# [Exercise details]
Every line containing "hidden" should be identified and copied from the data below.

(Materials provided Opens)

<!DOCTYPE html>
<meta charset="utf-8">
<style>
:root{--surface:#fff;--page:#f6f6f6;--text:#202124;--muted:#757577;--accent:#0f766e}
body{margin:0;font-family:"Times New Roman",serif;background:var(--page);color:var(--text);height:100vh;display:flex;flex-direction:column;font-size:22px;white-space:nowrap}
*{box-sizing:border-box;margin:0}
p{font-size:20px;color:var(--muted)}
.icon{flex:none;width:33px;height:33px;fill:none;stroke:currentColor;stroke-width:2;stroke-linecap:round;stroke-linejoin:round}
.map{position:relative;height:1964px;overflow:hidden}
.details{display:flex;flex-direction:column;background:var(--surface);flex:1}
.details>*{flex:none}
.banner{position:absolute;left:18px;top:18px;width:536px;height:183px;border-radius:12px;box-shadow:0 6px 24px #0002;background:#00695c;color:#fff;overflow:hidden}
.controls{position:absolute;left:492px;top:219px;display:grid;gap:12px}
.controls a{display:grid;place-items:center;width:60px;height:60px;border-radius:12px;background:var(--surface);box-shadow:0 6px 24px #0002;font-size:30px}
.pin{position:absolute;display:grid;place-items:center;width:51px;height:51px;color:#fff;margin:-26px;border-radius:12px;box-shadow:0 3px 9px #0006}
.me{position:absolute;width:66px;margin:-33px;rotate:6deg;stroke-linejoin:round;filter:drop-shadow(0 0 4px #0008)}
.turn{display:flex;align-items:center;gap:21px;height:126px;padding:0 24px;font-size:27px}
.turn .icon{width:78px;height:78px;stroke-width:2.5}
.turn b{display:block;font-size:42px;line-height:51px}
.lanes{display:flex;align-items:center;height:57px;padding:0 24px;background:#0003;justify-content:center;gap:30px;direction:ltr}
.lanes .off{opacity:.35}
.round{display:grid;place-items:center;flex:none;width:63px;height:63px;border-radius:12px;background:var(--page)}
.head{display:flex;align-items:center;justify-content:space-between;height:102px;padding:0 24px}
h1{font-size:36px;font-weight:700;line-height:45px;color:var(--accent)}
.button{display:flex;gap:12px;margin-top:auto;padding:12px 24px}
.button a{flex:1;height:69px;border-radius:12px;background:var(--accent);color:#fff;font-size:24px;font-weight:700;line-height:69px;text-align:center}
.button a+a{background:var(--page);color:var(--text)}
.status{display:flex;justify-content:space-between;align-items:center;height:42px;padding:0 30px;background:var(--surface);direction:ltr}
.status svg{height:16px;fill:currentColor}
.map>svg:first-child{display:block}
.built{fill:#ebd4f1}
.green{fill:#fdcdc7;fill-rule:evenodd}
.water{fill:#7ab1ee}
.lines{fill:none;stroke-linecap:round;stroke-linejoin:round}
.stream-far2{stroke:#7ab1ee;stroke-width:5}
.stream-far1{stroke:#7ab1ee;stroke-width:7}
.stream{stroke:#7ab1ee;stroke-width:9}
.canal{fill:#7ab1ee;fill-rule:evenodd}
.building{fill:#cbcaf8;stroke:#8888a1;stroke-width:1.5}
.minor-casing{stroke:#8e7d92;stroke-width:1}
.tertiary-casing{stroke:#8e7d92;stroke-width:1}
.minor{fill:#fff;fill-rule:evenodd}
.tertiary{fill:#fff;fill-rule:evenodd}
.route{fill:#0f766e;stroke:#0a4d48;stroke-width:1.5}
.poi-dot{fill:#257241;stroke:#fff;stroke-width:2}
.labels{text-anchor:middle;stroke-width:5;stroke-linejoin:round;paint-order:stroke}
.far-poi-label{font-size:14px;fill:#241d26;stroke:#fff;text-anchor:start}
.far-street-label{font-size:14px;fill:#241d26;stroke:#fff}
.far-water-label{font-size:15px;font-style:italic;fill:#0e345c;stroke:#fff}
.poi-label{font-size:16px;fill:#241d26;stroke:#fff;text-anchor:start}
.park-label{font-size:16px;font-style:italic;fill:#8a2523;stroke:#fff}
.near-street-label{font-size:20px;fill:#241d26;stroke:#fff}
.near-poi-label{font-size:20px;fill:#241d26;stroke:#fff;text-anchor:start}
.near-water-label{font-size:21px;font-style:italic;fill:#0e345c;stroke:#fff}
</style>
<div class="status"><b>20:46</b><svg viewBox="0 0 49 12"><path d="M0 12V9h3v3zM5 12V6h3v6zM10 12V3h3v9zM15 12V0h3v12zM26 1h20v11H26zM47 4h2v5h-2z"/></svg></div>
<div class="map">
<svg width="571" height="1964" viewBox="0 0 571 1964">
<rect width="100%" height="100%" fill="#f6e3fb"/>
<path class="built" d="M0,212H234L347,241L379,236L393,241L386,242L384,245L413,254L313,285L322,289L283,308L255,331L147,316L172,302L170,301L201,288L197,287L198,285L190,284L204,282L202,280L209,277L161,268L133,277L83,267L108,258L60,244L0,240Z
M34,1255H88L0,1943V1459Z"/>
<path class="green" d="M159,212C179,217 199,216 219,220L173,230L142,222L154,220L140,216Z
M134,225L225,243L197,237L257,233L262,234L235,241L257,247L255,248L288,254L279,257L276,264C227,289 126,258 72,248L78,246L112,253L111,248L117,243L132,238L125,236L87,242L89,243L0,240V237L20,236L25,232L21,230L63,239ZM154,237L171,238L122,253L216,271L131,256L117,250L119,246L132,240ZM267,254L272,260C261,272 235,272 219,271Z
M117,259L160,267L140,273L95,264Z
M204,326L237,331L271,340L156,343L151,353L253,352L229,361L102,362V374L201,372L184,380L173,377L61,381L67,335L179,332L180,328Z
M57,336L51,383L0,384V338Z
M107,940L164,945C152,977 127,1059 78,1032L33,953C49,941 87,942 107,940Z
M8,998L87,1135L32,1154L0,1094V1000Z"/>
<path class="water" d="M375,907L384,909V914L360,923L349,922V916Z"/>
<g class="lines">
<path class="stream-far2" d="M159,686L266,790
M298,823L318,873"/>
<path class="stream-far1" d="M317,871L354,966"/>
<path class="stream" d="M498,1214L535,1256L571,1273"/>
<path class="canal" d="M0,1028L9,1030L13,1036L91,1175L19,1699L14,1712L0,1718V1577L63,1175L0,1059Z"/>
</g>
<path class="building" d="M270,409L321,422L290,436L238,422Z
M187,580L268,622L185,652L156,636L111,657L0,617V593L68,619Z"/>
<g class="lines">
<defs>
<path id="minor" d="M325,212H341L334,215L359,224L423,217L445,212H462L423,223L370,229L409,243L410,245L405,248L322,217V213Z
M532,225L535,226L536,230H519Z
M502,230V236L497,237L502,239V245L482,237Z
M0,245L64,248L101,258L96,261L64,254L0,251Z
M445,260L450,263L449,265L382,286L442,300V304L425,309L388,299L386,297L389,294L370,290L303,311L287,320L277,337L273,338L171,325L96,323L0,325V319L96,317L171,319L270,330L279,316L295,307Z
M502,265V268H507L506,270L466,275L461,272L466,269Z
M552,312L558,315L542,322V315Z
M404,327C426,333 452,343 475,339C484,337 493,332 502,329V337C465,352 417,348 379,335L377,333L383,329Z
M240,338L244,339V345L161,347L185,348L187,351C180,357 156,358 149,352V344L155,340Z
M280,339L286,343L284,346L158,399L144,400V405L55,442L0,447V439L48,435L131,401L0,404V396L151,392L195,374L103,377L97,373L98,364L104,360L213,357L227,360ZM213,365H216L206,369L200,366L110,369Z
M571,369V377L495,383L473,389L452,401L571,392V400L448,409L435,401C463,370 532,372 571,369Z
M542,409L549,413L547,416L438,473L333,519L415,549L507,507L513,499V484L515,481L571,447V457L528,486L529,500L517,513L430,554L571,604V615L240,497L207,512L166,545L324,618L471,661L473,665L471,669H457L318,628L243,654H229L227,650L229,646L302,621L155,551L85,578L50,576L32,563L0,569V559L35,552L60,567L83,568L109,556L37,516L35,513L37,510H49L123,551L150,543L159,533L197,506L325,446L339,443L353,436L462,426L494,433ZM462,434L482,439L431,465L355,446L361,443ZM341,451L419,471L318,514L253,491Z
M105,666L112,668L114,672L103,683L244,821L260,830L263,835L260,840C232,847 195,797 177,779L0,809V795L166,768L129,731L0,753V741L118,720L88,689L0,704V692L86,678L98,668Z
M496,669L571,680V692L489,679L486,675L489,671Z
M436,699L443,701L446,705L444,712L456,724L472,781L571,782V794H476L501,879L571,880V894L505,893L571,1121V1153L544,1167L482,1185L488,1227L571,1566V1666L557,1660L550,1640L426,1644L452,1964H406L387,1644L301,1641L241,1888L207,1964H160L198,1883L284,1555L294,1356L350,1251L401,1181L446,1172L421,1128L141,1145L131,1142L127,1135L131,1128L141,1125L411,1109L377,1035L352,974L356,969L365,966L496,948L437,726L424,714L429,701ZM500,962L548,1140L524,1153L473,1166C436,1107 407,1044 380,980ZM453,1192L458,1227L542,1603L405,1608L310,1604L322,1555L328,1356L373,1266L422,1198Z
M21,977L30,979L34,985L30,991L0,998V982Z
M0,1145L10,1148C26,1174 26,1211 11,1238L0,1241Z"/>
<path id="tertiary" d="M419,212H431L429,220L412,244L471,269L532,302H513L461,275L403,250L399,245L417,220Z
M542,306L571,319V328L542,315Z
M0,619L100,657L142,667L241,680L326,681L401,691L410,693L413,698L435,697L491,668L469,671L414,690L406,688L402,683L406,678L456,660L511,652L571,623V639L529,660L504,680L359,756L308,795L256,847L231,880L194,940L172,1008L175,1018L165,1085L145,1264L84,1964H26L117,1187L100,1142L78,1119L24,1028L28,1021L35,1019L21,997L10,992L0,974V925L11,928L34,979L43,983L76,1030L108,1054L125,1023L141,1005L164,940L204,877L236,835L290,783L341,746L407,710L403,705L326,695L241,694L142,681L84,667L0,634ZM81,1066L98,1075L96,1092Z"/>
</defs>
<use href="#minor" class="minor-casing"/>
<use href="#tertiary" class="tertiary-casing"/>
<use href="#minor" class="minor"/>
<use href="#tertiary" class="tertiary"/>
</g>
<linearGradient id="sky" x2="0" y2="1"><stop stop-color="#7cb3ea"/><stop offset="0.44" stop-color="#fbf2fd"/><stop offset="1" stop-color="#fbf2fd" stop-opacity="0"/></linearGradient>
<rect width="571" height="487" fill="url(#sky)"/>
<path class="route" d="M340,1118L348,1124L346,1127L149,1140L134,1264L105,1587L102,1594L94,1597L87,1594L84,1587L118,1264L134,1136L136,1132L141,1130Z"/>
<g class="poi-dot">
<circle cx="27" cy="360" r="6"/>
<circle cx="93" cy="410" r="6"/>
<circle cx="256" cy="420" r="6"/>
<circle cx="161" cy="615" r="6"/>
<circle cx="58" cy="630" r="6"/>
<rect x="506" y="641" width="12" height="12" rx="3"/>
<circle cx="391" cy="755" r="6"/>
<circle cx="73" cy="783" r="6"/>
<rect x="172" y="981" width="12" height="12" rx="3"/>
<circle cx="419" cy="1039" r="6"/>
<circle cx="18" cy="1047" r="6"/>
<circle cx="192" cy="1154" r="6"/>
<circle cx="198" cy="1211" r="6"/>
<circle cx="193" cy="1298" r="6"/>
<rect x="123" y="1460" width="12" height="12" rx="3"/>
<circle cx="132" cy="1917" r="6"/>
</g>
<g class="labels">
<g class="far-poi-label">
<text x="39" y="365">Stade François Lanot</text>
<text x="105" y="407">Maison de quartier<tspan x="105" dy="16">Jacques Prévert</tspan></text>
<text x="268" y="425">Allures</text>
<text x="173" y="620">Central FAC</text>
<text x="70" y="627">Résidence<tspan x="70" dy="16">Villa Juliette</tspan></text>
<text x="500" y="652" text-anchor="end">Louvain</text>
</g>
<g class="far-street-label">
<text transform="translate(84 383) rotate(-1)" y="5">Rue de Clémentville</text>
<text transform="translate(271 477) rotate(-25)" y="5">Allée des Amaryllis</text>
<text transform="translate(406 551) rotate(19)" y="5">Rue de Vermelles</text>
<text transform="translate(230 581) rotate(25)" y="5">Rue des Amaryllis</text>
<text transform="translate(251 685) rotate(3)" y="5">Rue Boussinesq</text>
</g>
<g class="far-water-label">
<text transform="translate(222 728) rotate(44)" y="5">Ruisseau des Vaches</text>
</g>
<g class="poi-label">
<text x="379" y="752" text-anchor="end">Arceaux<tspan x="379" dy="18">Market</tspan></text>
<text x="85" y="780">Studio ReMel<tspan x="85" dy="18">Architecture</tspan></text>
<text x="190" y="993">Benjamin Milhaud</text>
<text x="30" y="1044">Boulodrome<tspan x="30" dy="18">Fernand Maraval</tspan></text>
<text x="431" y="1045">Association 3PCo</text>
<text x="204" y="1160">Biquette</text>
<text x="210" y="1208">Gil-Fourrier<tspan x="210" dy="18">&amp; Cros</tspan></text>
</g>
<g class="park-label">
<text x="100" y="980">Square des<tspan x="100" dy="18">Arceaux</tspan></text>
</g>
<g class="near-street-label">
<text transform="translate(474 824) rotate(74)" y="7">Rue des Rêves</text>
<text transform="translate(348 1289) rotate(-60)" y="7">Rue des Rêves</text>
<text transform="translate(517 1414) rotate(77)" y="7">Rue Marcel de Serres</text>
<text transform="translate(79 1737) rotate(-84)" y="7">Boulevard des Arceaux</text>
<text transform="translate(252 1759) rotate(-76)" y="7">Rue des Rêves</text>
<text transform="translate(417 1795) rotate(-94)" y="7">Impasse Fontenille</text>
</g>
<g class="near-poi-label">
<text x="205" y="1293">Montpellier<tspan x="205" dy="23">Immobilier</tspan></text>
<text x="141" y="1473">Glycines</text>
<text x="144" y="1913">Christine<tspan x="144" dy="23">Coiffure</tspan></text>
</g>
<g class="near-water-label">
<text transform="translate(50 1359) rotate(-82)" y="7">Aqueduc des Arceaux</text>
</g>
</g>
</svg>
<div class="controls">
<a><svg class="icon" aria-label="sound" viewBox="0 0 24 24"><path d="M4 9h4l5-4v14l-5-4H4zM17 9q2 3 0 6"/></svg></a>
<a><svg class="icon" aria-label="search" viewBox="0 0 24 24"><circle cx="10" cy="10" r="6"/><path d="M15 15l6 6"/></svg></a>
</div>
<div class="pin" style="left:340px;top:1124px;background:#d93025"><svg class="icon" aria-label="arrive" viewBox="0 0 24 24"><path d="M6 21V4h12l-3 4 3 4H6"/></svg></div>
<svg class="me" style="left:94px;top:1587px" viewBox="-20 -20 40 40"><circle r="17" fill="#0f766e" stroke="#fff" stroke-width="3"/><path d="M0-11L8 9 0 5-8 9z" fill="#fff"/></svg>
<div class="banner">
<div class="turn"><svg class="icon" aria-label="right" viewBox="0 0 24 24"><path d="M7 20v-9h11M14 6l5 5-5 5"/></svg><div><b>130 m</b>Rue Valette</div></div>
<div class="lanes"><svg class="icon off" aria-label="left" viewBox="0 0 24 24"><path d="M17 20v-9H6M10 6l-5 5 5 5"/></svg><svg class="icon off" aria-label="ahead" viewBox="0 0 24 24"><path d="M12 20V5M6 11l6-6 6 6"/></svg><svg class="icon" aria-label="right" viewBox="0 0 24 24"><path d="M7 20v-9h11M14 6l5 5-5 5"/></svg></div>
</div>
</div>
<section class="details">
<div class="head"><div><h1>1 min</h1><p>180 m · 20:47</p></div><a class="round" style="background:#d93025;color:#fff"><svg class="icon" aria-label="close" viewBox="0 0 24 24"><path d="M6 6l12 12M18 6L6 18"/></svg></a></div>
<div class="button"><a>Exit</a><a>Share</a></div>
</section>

(Materials provided Closes)

# [Answer for the task]
.map{position:relative;height:1964px;overflow:hidden}
.banner{position:absolute;left:18px;top:18px;width:536px;height:183px;border-radius:12px;box-shadow:0 6px 24px #0002;background:#00695c;color:#fff;overflow:hidden}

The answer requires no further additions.